* [Task to carry out] Every line from the top of the records through the one bearing "height:24px; margin:-12px; padding:0" is to be reproduced exactly, and pictures are to be left out.

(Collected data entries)
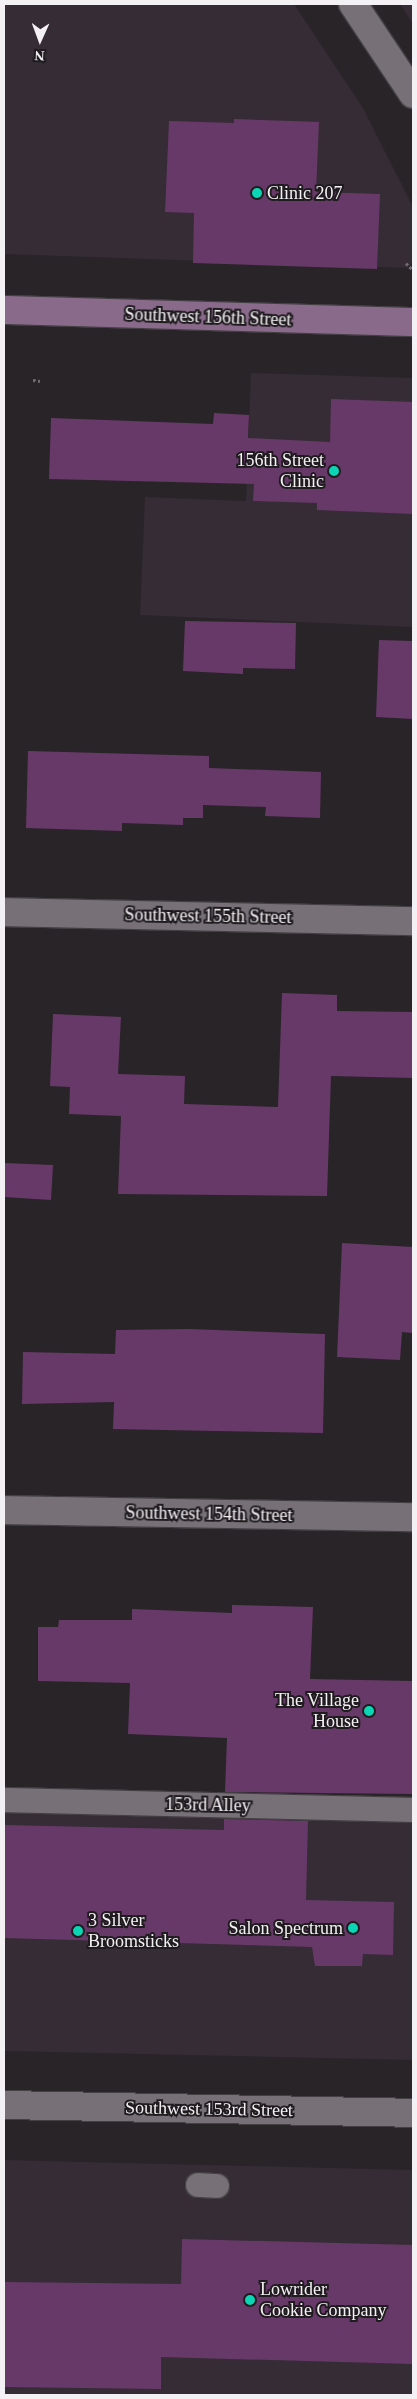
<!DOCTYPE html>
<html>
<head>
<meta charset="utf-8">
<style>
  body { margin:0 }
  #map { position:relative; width:417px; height:2399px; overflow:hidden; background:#292428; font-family:"Times New Roman",serif }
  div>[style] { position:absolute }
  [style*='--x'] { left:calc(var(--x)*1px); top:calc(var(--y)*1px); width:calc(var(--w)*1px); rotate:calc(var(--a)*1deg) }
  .built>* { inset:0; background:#352c35 }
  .building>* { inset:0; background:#673968 }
  .path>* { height:3px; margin-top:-1.5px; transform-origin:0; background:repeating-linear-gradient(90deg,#6f6b6f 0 2.5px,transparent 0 5px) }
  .roads { filter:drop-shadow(1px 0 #433f43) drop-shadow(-1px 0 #433f43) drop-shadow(0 1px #433f43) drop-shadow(0 -1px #433f43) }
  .service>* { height:24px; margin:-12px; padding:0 12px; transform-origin:12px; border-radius:12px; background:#777177 }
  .minor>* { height:28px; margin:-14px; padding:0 14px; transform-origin:14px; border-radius:14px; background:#777177 }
  .tertiary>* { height:28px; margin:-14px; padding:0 14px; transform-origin:14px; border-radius:14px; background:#777177 }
  .secondary>* { height:28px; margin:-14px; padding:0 14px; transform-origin:14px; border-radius:14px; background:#8a6a8b }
  .dots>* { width:14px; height:14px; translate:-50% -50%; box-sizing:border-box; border:2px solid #1f1b1f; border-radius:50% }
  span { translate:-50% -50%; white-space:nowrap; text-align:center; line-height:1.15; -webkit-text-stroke:4px #1f1b1f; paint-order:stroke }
  .poi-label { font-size:18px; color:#f4f1f4 }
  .left { translate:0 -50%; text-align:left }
  .right { translate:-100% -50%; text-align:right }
  .street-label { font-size:18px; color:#f4f1f4 }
  .frame { position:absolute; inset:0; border:5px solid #f4f1f4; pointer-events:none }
  .north { position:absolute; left:15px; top:15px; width:50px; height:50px; -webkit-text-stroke:4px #1f1b1f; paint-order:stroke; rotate:182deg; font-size:14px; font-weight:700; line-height:20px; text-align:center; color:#f4f1f4 }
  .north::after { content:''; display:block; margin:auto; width:18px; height:22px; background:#f4f1f4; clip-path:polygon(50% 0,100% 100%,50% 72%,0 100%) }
</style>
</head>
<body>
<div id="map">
  <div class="built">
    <div style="clip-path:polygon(4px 4px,294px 4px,363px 108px,413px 207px,413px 262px,408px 268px,4px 254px)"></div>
    <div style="clip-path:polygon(400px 4px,413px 4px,413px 24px)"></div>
    <div style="clip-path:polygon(251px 373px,413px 378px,413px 627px,140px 615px,145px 497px,246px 501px)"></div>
    <div style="clip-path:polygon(4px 1787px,413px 1797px,413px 2060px,4px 2051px)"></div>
    <div style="clip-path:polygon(4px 2160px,413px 2170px,413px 2395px,4px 2395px)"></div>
  </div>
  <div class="building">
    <div style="clip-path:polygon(234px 119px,319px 122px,316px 192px,380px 194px,377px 269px,193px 263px,194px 213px,165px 212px,169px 121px,234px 123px)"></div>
    <div style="clip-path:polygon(331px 399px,413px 402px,413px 514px,317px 510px,317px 503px,253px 501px,254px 484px,49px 479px,51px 418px,213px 424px,214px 413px,249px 415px,248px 438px,330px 442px)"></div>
    <div style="clip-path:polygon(185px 621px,296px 623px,295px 669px,243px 668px,243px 674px,183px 671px)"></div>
    <div style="clip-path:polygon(379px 640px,413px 641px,413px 719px,376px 717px)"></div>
    <div style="clip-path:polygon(28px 751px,209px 756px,209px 768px,321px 772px,320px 818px,265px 816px,266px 807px,203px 805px,203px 818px,183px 818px,183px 825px,122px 823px,122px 831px,26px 828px)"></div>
    <div style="clip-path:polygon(282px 993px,337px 995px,337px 1011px,413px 1012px,413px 1078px,331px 1076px,327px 1196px,118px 1194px,121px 1116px,69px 1114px,70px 1087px,50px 1086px,53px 1014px,121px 1017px,118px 1074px,185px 1076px,184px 1104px,278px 1107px)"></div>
    <div style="clip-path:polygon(4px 1163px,53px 1165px,51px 1200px,4px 1197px)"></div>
    <div style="clip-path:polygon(342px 1243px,413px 1247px,412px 1333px,402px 1332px,400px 1360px,337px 1357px)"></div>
    <div style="clip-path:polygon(189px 1329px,325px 1334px,323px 1433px,113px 1429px,114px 1402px,22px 1404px,23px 1352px,115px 1354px,116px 1330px)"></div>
    <div style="clip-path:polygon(232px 1605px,313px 1607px,310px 1679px,413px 1681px,413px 1794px,225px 1792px,227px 1738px,128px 1734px,130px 1683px,38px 1681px,38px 1627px,58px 1627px,59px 1620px,132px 1620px,132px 1609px,232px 1613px)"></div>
    <div style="clip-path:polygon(224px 1819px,308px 1821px,306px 1900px,394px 1902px,393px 1955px,363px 1954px,362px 1966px,315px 1966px,312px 1947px,4px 1938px,4px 1825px,224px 1830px)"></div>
    <div style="clip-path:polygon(182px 2239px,413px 2245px,413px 2364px,161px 2357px,161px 2389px,4px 2387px,4px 2282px,181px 2284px)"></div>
  </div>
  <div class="path">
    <div style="--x:406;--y:263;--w:10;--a:45"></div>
    <div style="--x:33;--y:380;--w:7;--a:8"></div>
  </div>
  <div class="roads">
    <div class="service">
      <div style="--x:4;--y:1800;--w:409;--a:1.4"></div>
      <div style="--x:198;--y:2185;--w:19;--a:3"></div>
    </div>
    <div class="minor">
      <div style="--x:4;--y:912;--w:409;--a:1.3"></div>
      <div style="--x:4;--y:1510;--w:409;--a:1"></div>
    </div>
    <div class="tertiary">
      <div style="--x:353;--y:4;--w:108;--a:56.3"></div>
      <div style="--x:4;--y:2105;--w:409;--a:1.1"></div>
    </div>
    <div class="secondary">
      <div style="--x:4;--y:310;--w:409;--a:1.7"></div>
    </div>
  </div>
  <div class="dots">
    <div style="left:257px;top:193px;background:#0cd5b5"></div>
    <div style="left:334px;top:471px;background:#0cd5b5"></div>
    <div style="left:369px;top:1711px;background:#0cd5b5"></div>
    <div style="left:353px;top:1928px;background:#0cd5b5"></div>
    <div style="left:78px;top:1931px;background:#0cd5b5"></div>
    <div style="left:250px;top:2300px;background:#0cd5b5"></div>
  </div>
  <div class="poi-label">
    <span class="left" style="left:267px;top:193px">Clinic 207</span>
    <span class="right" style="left:324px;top:471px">156th Street<br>Clinic</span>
    <span class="right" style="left:359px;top:1711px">The Village<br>House</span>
    <span class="left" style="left:88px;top:1931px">3 Silver<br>Broomsticks</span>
    <span class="right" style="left:343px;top:1928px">Salon Spectrum</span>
    <span class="left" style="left:260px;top:2300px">Lowrider<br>Cookie Company</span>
  </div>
  <div class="street-label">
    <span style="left:208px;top:317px;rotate:2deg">Southwest 156th Street</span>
    <span style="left:208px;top:916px;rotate:1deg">Southwest 155th Street</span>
    <span style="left:209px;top:1514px;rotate:1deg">Southwest 154th Street</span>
    <span style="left:208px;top:1805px;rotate:1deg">153rd Alley</span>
    <span style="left:209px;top:2109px;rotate:1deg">Southwest 153rd Street</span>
  </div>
  <div class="frame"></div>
  <div class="north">N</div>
</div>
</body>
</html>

* [Task output]
<!DOCTYPE html>
<html>
<head>
<meta charset="utf-8">
<style>
  body { margin:0 }
  #map { position:relative; width:417px; height:2399px; overflow:hidden; background:#292428; font-family:"Times New Roman",serif }
  div>[style] { position:absolute }
  [style*='--x'] { left:calc(var(--x)*1px); top:calc(var(--y)*1px); width:calc(var(--w)*1px); rotate:calc(var(--a)*1deg) }
  .built>* { inset:0; background:#352c35 }
  .building>* { inset:0; background:#673968 }
  .path>* { height:3px; margin-top:-1.5px; transform-origin:0; background:repeating-linear-gradient(90deg,#6f6b6f 0 2.5px,transparent 0 5px) }
  .roads { filter:drop-shadow(1px 0 #433f43) drop-shadow(-1px 0 #433f43) drop-shadow(0 1px #433f43) drop-shadow(0 -1px #433f43) }
  .service>* { height:24px; margin:-12px; padding:0 12px; transform-origin:12px; border-radius:12px; background:#777177 }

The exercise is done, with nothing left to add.